(Stored data)
※

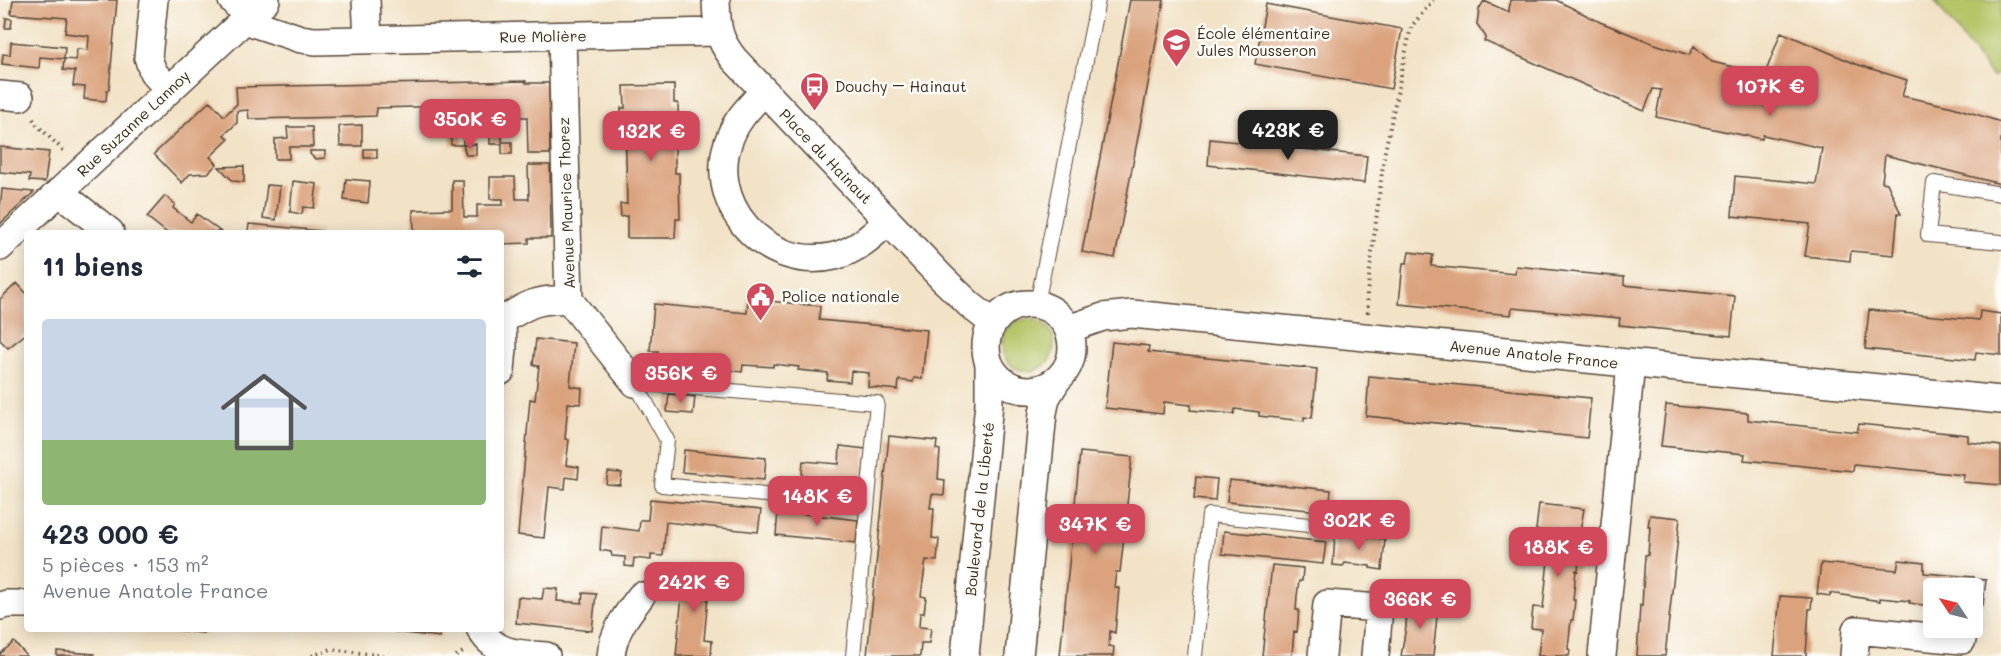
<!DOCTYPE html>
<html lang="fr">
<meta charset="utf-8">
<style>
body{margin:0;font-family:Mali,sans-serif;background:#f2f2f3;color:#1f2937;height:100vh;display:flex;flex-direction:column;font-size:22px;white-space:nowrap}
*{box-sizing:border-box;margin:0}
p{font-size:20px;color:#747a83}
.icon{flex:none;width:33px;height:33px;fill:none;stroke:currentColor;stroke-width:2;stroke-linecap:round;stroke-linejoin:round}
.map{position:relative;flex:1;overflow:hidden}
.drawer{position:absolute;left:24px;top:230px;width:480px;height:402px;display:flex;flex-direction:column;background:#fff;border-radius:6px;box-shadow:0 3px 15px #0003}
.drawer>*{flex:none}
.needle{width:39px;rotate:305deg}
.tools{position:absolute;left:1923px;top:578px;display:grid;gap:12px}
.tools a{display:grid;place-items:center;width:60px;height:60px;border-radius:6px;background:#fff;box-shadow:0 3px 15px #0003;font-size:30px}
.price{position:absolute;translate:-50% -51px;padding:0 14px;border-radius:12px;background:#d1495b;color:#fff;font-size:20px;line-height:39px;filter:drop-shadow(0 2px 3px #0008)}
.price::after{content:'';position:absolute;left:50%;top:36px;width:18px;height:14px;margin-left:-9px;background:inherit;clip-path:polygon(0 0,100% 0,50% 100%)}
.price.selected{background:#222;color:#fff}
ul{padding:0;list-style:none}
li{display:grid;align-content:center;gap:12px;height:318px;padding:0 18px}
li+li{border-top:2px solid #e0e1e3}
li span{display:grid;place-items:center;height:186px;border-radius:6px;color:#555}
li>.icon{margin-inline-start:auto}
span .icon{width:108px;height:108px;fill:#fffc;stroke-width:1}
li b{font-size:26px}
h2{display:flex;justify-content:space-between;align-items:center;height:72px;padding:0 18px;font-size:26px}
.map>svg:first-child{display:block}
.green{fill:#b5c568;stroke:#787843;stroke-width:1.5}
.building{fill:#daa27d}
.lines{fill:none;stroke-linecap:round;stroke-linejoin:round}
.service-casing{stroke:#564637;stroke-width:16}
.minor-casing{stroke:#564637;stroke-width:30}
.path{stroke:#564637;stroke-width:4;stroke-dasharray:1.5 4.5;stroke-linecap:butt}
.service{stroke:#fff;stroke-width:14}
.minor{stroke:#fff;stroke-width:27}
.labels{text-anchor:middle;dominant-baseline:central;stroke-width:5;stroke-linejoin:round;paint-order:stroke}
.poi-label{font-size:15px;fill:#3b2a1e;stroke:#fdfcf7;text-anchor:start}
.street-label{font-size:15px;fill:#3b2a1e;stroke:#fdfcf7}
</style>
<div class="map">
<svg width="2001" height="656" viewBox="0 0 2001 656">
<rect width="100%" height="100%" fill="#fdfcf7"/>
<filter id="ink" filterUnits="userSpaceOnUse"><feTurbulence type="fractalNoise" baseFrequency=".0167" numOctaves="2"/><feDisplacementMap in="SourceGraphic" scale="12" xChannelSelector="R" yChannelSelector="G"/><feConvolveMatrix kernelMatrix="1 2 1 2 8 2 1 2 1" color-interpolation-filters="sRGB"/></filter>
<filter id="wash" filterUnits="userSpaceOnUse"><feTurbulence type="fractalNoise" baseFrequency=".008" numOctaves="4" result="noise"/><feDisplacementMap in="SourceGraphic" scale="24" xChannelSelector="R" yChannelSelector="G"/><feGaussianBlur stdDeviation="1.35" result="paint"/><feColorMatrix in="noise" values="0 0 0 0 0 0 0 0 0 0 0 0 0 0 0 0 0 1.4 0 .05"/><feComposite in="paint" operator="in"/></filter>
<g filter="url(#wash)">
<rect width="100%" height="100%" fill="#f2e2c6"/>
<path class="green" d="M 1934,0 L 2001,0 L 2001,70 L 1992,77 Z
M1002 345a26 26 0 1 1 52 0a26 26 0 1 1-52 0Z"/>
<g id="blocks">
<path class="building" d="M 13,0 L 117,0 L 109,90 L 107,90 L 106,101 L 84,99 L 85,87 L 73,86 L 75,71 L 63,70 L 64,59 L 76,60 L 77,49 L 88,50 L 89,36 L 65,33 L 67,18 L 11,14 Z
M 1130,0 L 1164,0 L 1115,258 L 1082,252 Z
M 1510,0 L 1556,0 L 1600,22 L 1652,43 L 1689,55 L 1694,46 L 1712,62 L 1765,74 L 1781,32 L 1856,64 L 1907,80 L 1902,96 L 1953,107 L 2001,122 L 2001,184 L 1885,155 L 1882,182 L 1887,183 L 1901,214 L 1898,213 L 1894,255 L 1851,251 L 1850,261 L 1805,256 L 1810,224 L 1732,216 L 1735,176 L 1816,184 L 1822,148 L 1763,135 L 1762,139 L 1656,117 L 1661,90 L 1653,89 L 1644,111 L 1484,41 L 1486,37 L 1477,24 L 1479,9 L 1484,1 L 1509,12 Z
M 1266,4 L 1402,29 L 1391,89 L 1255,64 Z
M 6,18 L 12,19 L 11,28 L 5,28 Z
M 11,42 L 65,47 L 64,59 L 40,57 L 39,68 L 2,64 L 3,54 L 10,55 Z
M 526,81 L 526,83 L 549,83 L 550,154 L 528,154 L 527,117 L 501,117 L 501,105 L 475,105 L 475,117 L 463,117 L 463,145 L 451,145 L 450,106 L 377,108 L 376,116 L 350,117 L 249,119 L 248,110 L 237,111 L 237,123 L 224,135 L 229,139 L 210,157 L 217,164 L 208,173 L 190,174 L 182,183 L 154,154 L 210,101 L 224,116 L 237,104 L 236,87 Z
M 674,85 L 674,103 L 678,103 L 679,148 L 675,148 L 675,173 L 679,173 L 680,219 L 676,219 L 675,238 L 627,238 L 627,216 L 621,217 L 620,204 L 627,204 L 625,118 L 621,118 L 621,108 L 625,108 L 624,86 Z
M 490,117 L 501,117 L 502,142 L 512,142 L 512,154 L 502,154 L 502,144 L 490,144 Z
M 362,125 L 362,146 L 340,146 L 339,126 Z
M 287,127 L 312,127 L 313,147 L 289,147 L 289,159 L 275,159 L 275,139 L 288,138 Z
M 1210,139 L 1367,156 L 1364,183 L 1208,165 Z
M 476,144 L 476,155 L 466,155 L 463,145 Z
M 0,147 L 49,152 L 45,182 L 29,181 L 30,175 L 0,172 Z
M 364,149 L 377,149 L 377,158 L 364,158 Z
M 310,151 L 325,151 L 325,158 L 315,159 L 310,154 Z
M 528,165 L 550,165 L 551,238 L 529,238 L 529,243 L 501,244 L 501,232 L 414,232 L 413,210 L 452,209 L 452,180 L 463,180 L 464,217 L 477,217 L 477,205 L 503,205 L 503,199 L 490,199 L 490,177 L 515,177 L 516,199 L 529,199 Z
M 244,166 L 244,182 L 233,181 L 219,167 Z
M 346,179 L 370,181 L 368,203 L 344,200 Z
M 293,181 L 317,184 L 314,208 L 303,207 L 302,214 L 290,212 Z
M 267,185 L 280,186 L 276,220 L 263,218 Z
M 2,189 L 34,192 L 0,224 L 0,209 Z
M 165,196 L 175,204 L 173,208 L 191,222 L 197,214 L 221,232 L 166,232 L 147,217 Z
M 249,224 L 322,231 L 322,232 L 248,232 Z
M 1409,252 L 1433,255 L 1431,266 L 1515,274 L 1516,266 L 1570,272 L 1624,277 L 1624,285 L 1735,296 L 1731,336 L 1619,325 L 1620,318 L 1512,308 L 1511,315 L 1399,304 L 1403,263 L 1407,263 Z
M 17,283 L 27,294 L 27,333 L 8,348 L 0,340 L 0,299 Z
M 748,299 L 820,306 L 819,320 L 927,330 L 922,379 L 914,378 L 913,382 L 899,380 L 898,390 L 868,387 L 869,373 L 851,371 L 850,382 L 827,380 L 828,373 L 798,370 L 799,367 L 773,364 L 773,367 L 743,365 L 742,372 L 727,370 L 728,360 L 703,357 L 702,371 L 671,368 L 673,357 L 657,355 L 658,351 L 650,351 L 654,304 L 747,313 Z
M 1869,310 L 1979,320 L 1980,311 L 2001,314 L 2001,355 L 1976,352 L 1975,360 L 1865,349 Z
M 536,339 L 574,343 L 570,386 L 582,388 L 581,404 L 568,403 L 565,439 L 569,440 L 566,465 L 579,467 L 578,479 L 566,477 L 565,489 L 549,487 L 544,538 L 518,535 L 530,399 L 535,400 L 539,366 L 533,365 Z
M 1112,342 L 1149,346 L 1148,352 L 1317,369 L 1312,418 L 1304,417 L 1304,421 L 1259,416 L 1259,412 L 1235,409 L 1234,414 L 1190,410 L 1191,405 L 1164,402 L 1163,414 L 1105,408 Z
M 1369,376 L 1591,398 L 1587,438 L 1366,416 Z
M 669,394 L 695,397 L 693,414 L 667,412 Z
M 1666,405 L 1748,413 L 1748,420 L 1857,432 L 1859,424 L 1968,435 L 1968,442 L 2001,446 L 2001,485 L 1963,482 L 1964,475 L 1854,464 L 1853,471 L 1744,460 L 1745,454 L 1661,446 Z
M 889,436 L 937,441 L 936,449 L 940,450 L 938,479 L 945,480 L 944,495 L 932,494 L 930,508 L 934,508 L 932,538 L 939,539 L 937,561 L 926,560 L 921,596 L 926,597 L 924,613 L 920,613 L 919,627 L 931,628 L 929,643 L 921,643 L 920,656 L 867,656 Z
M 840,446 L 866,449 L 861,490 L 801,485 L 803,461 L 839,464 Z
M 684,450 L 766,458 L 764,480 L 682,472 Z
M 1080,452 L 1132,457 L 1126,514 L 1121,513 L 1120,527 L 1125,528 L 1120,572 L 1116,572 L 1114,587 L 1119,588 L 1115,633 L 1110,631 L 1109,646 L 1114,647 L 1113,656 L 1060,656 Z
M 608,472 L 622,473 L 620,485 L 606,484 Z
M 1196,477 L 1217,479 L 1215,501 L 1194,499 Z
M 1229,480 L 1331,490 L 1329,512 L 1227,502 Z
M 650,499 L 761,510 L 758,532 L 666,522 L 663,556 L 651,555 L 651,560 L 634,558 L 633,567 L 625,566 L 625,557 L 612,556 L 611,552 L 600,550 L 602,526 L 639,531 L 640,520 L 648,520 Z
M 1539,504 L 1584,509 L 1577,549 L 1580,549 L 1578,571 L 1576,570 L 1573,600 L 1575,600 L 1573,620 L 1571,620 L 1568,649 L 1570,650 L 1569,656 L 1538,656 L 1541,629 L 1531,628 L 1533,607 L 1543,608 L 1551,532 L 1536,530 Z
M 778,511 L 858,520 L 856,543 L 776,535 Z
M 1650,515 L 1680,518 L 1665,656 L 1637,656 L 1640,605 L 1642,606 L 1645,555 L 1648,555 L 1650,526 L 1648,526 Z
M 1224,531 L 1326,542 L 1323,564 L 1222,554 Z
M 1335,534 L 1385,539 L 1382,570 L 1370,568 L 1370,566 L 1345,563 L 1343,566 L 1333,565 Z
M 1899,560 L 1924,563 L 1924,573 L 1974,577 L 1974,579 L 1986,580 L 1983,605 L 1972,604 L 1972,588 L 1934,588 L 1934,603 L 1931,603 L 1930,606 L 1909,603 L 1910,601 L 1880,598 L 1880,601 L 1830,593 L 1830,596 L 1817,594 L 1821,563 L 1897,570 Z
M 685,564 L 711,566 L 704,640 L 712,641 L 711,656 L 676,656 Z
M 1272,565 L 1303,568 L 1302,581 L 1299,581 L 1297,596 L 1296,610 L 1299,610 L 1297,632 L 1294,631 L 1292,656 L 1262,656 Z
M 544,588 L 558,589 L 557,601 L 582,603 L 583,593 L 596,594 L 592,631 L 516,623 L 518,597 L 542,599 Z
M 1780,596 L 1812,598 L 1811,609 L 1809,609 L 1806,656 L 1774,656 Z
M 1407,602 L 1438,606 L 1433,656 L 1401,656 L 1406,627 Z
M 173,628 L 204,628 L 203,633 L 173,630 Z
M 397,628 L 440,628 L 440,637 L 396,632 Z
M 14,642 L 27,656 L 0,656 L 0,654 Z
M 57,651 L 94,654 L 93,656 L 57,656 Z"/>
</g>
</g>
<g filter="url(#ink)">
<use href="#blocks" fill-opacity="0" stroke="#564637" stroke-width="1.5"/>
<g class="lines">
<defs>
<path id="service" d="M 2001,194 L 1934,183 L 1928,235 L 2001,242
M 1037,304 L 1098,0
M 853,656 L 877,403 L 635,383 L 667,440 L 662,485 L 867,505
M 1195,656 L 1209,515 L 1319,526"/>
<path id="minor" d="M 154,0 L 148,57 L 153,72 L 169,90
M 232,0 L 256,24 L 301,39 L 315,41 L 717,32
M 366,0 L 368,39
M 716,0 C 717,26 717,38 734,59 L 942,278 L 970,305 L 993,323
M 562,36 L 569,300 L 635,383
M 764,91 C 752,105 738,117 731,135 C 702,201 765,273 835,256 C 857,250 872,236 888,221
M 0,95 L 20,97
M 59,192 L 110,232
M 0,247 L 266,0
M986 347a43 43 0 1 1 86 0a43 43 0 1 1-86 0Z
M 501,321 C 527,305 537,298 569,300
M 1068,329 L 1103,317 L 1132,314 L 2001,400
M 501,371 L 503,348 L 502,321
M 0,606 L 7,604 L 27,604
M 480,628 C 494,655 520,654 546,656
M 611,656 C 613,632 627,614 641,596
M 965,656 L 989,403 L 989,363
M 1019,656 L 1043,413 L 1046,398 L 1057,380
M 1322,656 L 1327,604 L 1379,608 L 1375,656
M 1602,656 L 1631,364
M 1854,656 L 1856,630 L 1962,640"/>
</defs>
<use href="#service" class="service-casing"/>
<use href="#minor" class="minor-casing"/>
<path class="path" d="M 33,119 L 37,125 L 65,152
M 1368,313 L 1367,294 L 1384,156 L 1411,27 L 1433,0
M 312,656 L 331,649 L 383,656
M 456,656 L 465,651"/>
<use href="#service" class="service"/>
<use href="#minor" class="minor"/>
</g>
</g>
<defs>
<symbol id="school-pin" viewBox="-11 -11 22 30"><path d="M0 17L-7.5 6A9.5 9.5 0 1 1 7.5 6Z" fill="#d1495b" stroke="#fdfcf7"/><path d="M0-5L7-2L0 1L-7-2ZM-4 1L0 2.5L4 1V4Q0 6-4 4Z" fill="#fff"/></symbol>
<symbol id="bus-pin" viewBox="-11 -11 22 30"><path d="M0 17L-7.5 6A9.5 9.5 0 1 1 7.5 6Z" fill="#d1495b" stroke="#fdfcf7"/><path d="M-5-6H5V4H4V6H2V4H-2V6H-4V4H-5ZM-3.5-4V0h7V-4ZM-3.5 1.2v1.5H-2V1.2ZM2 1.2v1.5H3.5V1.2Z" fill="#fff"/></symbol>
<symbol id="civic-pin" viewBox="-11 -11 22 30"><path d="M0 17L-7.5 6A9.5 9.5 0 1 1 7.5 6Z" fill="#d1495b" stroke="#fdfcf7"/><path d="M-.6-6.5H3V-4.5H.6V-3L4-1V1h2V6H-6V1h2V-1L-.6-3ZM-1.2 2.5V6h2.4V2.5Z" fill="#fff"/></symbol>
</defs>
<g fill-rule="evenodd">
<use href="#school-pin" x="1160" y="26" width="33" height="45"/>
<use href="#bus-pin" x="798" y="70" width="33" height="45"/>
<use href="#civic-pin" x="744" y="280" width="33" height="45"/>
</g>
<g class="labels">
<g class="poi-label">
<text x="1197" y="33">École élémentaire<tspan x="1197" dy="17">Jules Mousseron</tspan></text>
<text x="835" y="86">Douchy – Hainaut</text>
<text x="782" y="296">Police nationale</text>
</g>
<g class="street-label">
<text transform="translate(543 36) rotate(-1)">Rue Molière</text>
<text transform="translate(133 123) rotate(-43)">Rue Suzanne Lannoy</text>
<text transform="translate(826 156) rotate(46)">Place du Hainaut</text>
<text transform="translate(566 203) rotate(-92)">Avenue Maurice Thorez</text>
<text transform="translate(1534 354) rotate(6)">Avenue Anatole France</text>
<text transform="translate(979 509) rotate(-84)">Boulevard de la Liberté</text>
</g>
</g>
</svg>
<div class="tools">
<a><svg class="needle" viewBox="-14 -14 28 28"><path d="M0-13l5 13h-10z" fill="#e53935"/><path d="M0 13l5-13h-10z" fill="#747a83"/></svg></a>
</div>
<b class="price" style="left:1770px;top:117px">107K €</b>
<b class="price" style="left:470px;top:150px">350K €</b>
<b class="price selected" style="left:1288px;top:161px">423K €</b>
<b class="price" style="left:651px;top:162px">132K €</b>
<b class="price" style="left:681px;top:404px">356K €</b>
<b class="price" style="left:817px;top:527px">148K €</b>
<b class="price" style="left:1359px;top:551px">302K €</b>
<b class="price" style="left:1095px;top:555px">347K €</b>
<b class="price" style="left:1558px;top:578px">188K €</b>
<b class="price" style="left:694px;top:613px">242K €</b>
<b class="price" style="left:1420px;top:630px">366K €</b>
<section class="drawer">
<h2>11 biens<svg class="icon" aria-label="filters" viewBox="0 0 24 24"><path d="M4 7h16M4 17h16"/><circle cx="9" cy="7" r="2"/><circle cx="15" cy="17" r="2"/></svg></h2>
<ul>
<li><span style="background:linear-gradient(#c9d6e8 65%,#8fb573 0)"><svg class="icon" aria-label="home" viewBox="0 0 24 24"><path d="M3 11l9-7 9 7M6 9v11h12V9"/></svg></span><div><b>423 000 €</b><p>5 pièces · 153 m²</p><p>Avenue Anatole France</p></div></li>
</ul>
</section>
</div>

※

> **Task requirements**: Pull out all lines containing the word "none" from the entries above.

> **Exercise output**:
.icon{flex:none;width:33px;height:33px;fill:none;stroke:currentColor;stroke-width:2;stroke-linecap:round;stroke-linejoin:round}
.drawer>*{flex:none}
ul{padding:0;list-style:none}
.lines{fill:none;stroke-linecap:round;stroke-linejoin:round}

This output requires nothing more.